PROBLEM TO WORK ON: Write each entry out again exactly as it was given.

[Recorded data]
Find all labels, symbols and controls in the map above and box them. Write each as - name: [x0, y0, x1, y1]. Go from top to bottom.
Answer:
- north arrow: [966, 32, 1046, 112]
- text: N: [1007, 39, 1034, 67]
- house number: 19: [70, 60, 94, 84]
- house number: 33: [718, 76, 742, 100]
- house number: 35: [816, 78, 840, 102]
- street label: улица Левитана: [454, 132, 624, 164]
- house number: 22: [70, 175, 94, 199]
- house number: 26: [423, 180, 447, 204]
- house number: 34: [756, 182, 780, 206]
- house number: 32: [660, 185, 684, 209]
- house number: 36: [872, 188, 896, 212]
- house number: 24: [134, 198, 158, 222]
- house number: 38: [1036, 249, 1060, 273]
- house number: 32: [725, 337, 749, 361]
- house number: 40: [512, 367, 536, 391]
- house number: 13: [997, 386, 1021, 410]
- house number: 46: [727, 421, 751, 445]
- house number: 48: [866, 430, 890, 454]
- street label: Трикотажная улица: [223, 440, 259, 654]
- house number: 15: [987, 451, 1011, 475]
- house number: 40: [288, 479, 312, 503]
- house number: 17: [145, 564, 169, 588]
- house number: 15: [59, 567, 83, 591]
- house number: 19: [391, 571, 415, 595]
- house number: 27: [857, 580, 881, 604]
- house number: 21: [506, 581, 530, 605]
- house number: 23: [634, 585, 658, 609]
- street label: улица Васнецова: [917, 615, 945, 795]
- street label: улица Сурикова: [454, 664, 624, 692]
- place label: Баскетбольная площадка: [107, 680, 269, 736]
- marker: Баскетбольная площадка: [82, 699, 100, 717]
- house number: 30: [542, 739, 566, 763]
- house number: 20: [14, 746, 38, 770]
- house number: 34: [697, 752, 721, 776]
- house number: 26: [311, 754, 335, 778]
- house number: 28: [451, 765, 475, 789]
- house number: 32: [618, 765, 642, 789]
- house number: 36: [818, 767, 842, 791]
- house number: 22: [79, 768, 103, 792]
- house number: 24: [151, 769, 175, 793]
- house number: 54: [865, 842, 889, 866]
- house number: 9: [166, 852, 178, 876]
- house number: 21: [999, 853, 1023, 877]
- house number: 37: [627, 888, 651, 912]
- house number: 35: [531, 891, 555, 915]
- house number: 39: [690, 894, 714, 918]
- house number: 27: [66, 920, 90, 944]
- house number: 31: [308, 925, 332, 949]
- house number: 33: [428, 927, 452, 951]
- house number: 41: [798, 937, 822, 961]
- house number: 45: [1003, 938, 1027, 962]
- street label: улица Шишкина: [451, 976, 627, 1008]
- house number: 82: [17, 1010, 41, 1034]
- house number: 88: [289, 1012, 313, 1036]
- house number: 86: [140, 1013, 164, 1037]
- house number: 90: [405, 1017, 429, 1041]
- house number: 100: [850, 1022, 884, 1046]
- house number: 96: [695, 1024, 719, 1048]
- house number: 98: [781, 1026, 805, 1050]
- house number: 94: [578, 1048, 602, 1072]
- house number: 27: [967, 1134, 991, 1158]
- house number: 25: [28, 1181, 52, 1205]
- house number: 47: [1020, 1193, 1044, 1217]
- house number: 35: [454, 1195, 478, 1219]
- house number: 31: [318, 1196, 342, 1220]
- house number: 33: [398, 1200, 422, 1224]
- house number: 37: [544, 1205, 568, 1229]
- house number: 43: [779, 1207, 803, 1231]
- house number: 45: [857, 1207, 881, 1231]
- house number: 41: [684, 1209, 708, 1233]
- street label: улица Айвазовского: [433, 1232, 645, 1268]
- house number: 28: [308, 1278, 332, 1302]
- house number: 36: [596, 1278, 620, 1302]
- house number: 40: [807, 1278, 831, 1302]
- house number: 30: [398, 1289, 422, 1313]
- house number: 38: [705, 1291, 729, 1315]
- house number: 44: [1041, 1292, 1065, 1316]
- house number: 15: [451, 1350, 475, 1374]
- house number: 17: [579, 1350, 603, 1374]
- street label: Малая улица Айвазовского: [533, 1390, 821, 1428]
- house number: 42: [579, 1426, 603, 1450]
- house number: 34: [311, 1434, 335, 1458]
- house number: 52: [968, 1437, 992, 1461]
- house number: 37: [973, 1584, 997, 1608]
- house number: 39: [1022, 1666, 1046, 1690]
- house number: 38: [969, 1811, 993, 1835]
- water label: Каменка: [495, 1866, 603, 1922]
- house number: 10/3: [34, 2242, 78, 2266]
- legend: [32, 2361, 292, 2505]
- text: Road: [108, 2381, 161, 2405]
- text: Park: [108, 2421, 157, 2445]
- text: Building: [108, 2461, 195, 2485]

RESULT FOR THIS EXERCISE:
Find all labels, symbols and controls in the map above and box them. Write each as - name: [x0, y0, x1, y1]. Go from top to bottom.
Answer:
- north arrow: [966, 32, 1046, 112]
- text: N: [1007, 39, 1034, 67]
- house number: 19: [70, 60, 94, 84]
- house number: 33: [718, 76, 742, 100]
- house number: 35: [816, 78, 840, 102]
- street label: улица Левитана: [454, 132, 624, 164]
- house number: 22: [70, 175, 94, 199]
- house number: 26: [423, 180, 447, 204]
- house number: 34: [756, 182, 780, 206]
- house number: 32: [660, 185, 684, 209]
- house number: 36: [872, 188, 896, 212]
- house number: 24: [134, 198, 158, 222]
- house number: 38: [1036, 249, 1060, 273]
- house number: 32: [725, 337, 749, 361]
- house number: 40: [512, 367, 536, 391]
- house number: 13: [997, 386, 1021, 410]
- house number: 46: [727, 421, 751, 445]
- house number: 48: [866, 430, 890, 454]
- street label: Трикотажная улица: [223, 440, 259, 654]
- house number: 15: [987, 451, 1011, 475]
- house number: 40: [288, 479, 312, 503]
- house number: 17: [145, 564, 169, 588]
- house number: 15: [59, 567, 83, 591]
- house number: 19: [391, 571, 415, 595]
- house number: 27: [857, 580, 881, 604]
- house number: 21: [506, 581, 530, 605]
- house number: 23: [634, 585, 658, 609]
- street label: улица Васнецова: [917, 615, 945, 795]
- street label: улица Сурикова: [454, 664, 624, 692]
- place label: Баскетбольная площадка: [107, 680, 269, 736]
- marker: Баскетбольная площадка: [82, 699, 100, 717]
- house number: 30: [542, 739, 566, 763]
- house number: 20: [14, 746, 38, 770]
- house number: 34: [697, 752, 721, 776]
- house number: 26: [311, 754, 335, 778]
- house number: 28: [451, 765, 475, 789]
- house number: 32: [618, 765, 642, 789]
- house number: 36: [818, 767, 842, 791]
- house number: 22: [79, 768, 103, 792]
- house number: 24: [151, 769, 175, 793]
- house number: 54: [865, 842, 889, 866]
- house number: 9: [166, 852, 178, 876]
- house number: 21: [999, 853, 1023, 877]
- house number: 37: [627, 888, 651, 912]
- house number: 35: [531, 891, 555, 915]
- house number: 39: [690, 894, 714, 918]
- house number: 27: [66, 920, 90, 944]
- house number: 31: [308, 925, 332, 949]
- house number: 33: [428, 927, 452, 951]
- house number: 41: [798, 937, 822, 961]
- house number: 45: [1003, 938, 1027, 962]
- street label: улица Шишкина: [451, 976, 627, 1008]
- house number: 82: [17, 1010, 41, 1034]
- house number: 88: [289, 1012, 313, 1036]
- house number: 86: [140, 1013, 164, 1037]
- house number: 90: [405, 1017, 429, 1041]
- house number: 100: [850, 1022, 884, 1046]
- house number: 96: [695, 1024, 719, 1048]
- house number: 98: [781, 1026, 805, 1050]
- house number: 94: [578, 1048, 602, 1072]
- house number: 27: [967, 1134, 991, 1158]
- house number: 25: [28, 1181, 52, 1205]
- house number: 47: [1020, 1193, 1044, 1217]
- house number: 35: [454, 1195, 478, 1219]
- house number: 31: [318, 1196, 342, 1220]
- house number: 33: [398, 1200, 422, 1224]
- house number: 37: [544, 1205, 568, 1229]
- house number: 43: [779, 1207, 803, 1231]
- house number: 45: [857, 1207, 881, 1231]
- house number: 41: [684, 1209, 708, 1233]
- street label: улица Айвазовского: [433, 1232, 645, 1268]
- house number: 28: [308, 1278, 332, 1302]
- house number: 36: [596, 1278, 620, 1302]
- house number: 40: [807, 1278, 831, 1302]
- house number: 30: [398, 1289, 422, 1313]
- house number: 38: [705, 1291, 729, 1315]
- house number: 44: [1041, 1292, 1065, 1316]
- house number: 15: [451, 1350, 475, 1374]
- house number: 17: [579, 1350, 603, 1374]
- street label: Малая улица Айвазовского: [533, 1390, 821, 1428]
- house number: 42: [579, 1426, 603, 1450]
- house number: 34: [311, 1434, 335, 1458]
- house number: 52: [968, 1437, 992, 1461]
- house number: 37: [973, 1584, 997, 1608]
- house number: 39: [1022, 1666, 1046, 1690]
- house number: 38: [969, 1811, 993, 1835]
- water label: Каменка: [495, 1866, 603, 1922]
- house number: 10/3: [34, 2242, 78, 2266]
- legend: [32, 2361, 292, 2505]
- text: Road: [108, 2381, 161, 2405]
- text: Park: [108, 2421, 157, 2445]
- text: Building: [108, 2461, 195, 2485]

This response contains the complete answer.